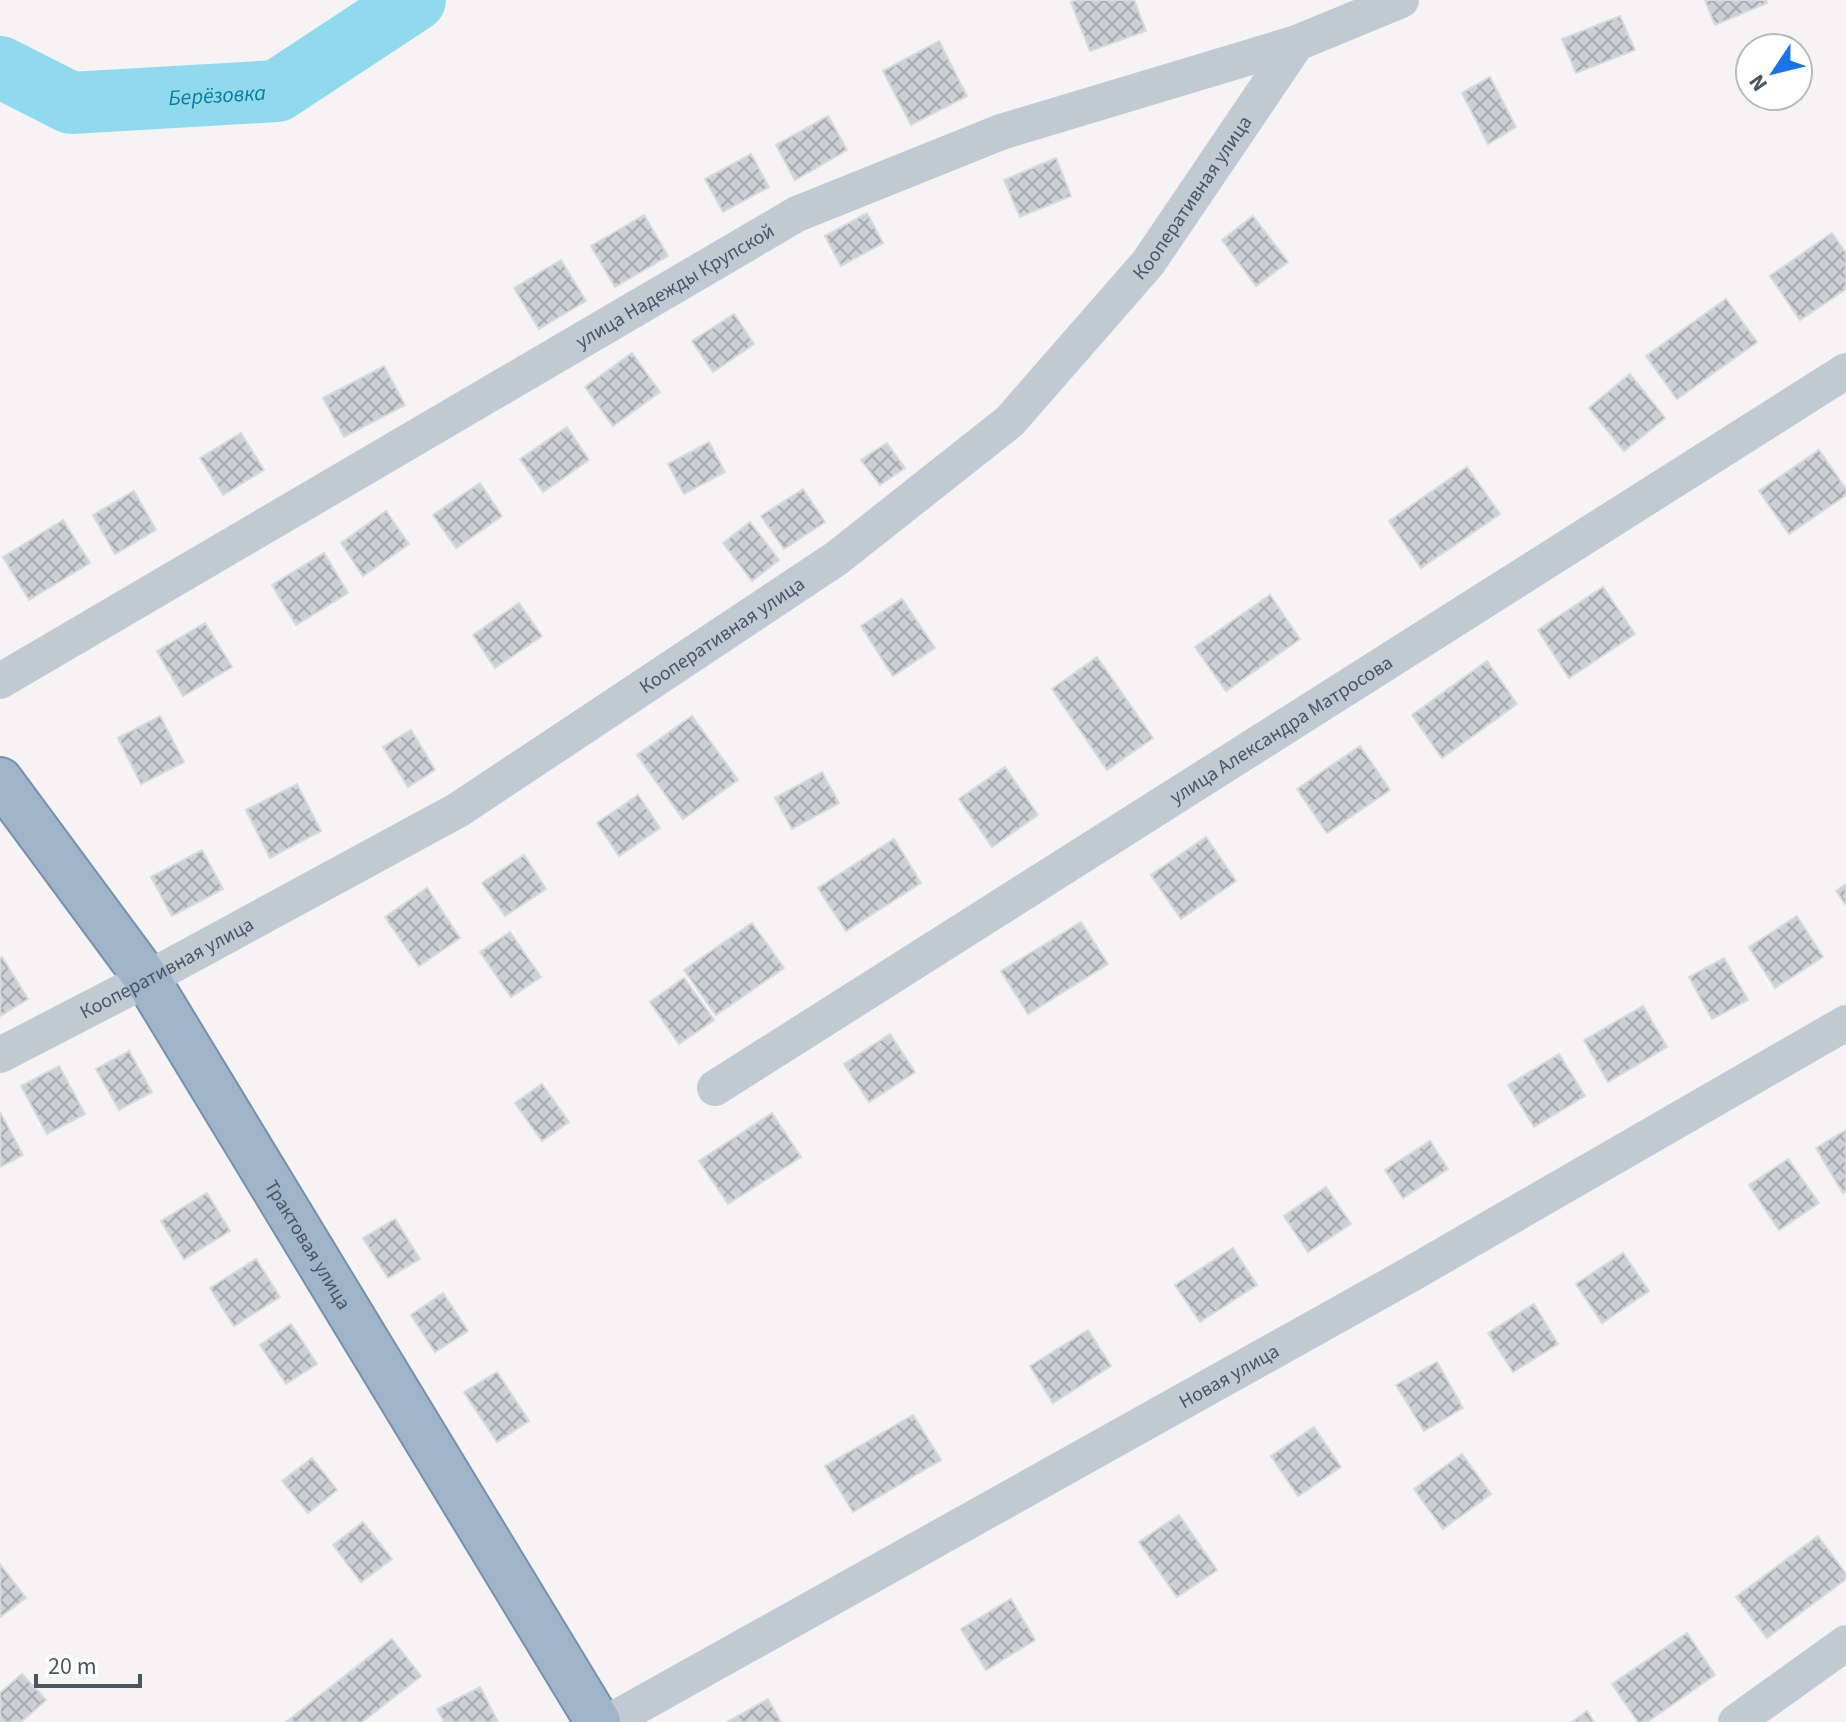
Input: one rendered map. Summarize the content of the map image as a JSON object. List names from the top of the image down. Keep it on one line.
==
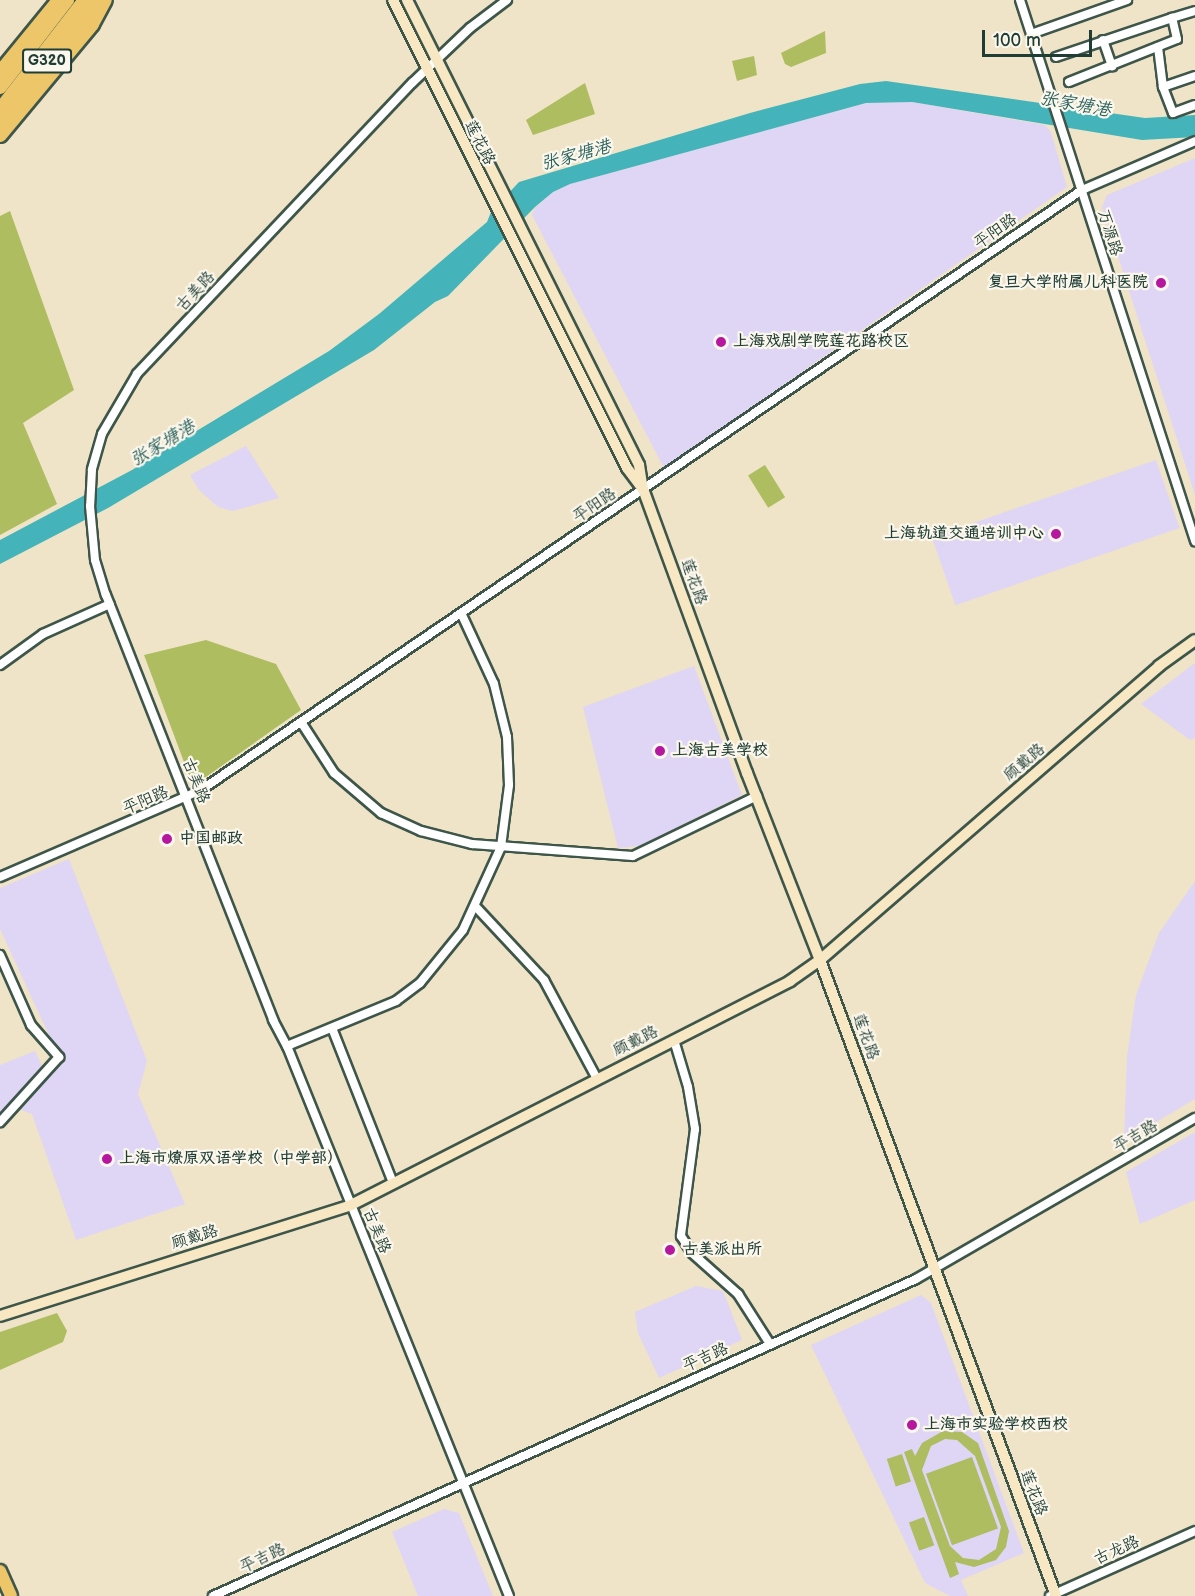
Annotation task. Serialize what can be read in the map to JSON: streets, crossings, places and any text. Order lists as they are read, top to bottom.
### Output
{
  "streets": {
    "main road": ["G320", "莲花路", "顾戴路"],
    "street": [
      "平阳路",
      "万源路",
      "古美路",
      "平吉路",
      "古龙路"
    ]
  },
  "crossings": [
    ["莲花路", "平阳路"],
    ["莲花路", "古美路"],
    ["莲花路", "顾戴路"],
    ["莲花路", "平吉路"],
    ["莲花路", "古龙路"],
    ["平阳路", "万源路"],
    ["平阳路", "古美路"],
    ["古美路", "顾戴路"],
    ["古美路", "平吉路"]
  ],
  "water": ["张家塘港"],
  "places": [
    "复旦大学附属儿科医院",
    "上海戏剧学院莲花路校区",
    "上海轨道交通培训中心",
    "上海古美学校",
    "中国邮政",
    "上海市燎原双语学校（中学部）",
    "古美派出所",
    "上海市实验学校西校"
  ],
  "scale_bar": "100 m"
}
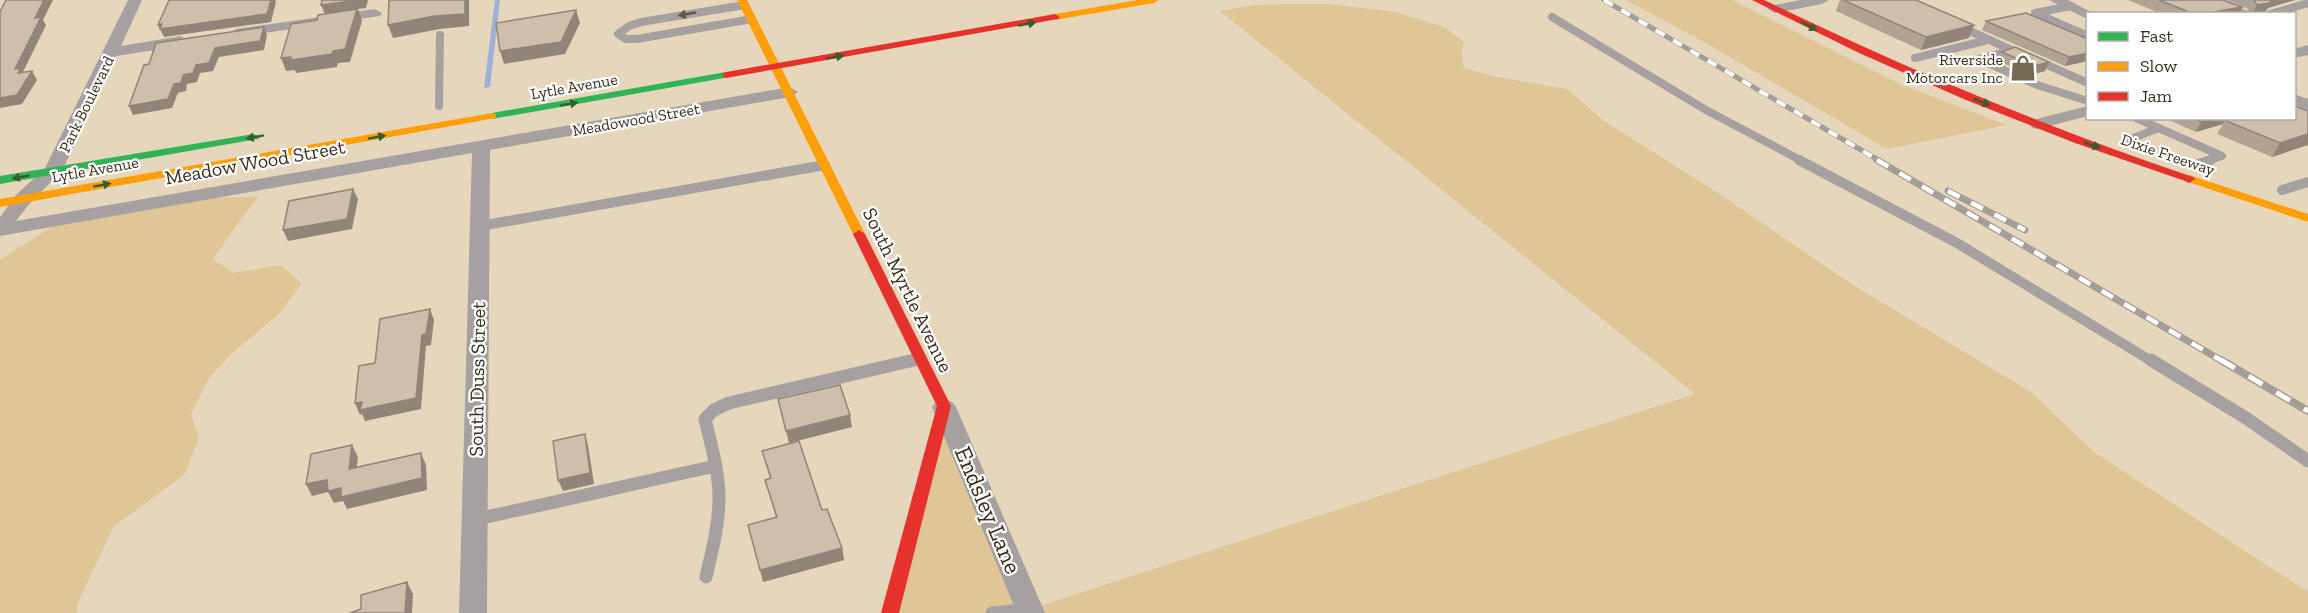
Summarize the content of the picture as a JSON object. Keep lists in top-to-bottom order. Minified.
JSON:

### Work required
Out of the material above, gather each line where "lists" appears.

### Exercise answer
Annotation task. Serialize what can be read in the map to JSON: streets, crossings, places and any text. Order lists as they are read, top to bottom.
Summarize the content of the picture as a JSON object. Keep lists in top-to-bottom order. Minified.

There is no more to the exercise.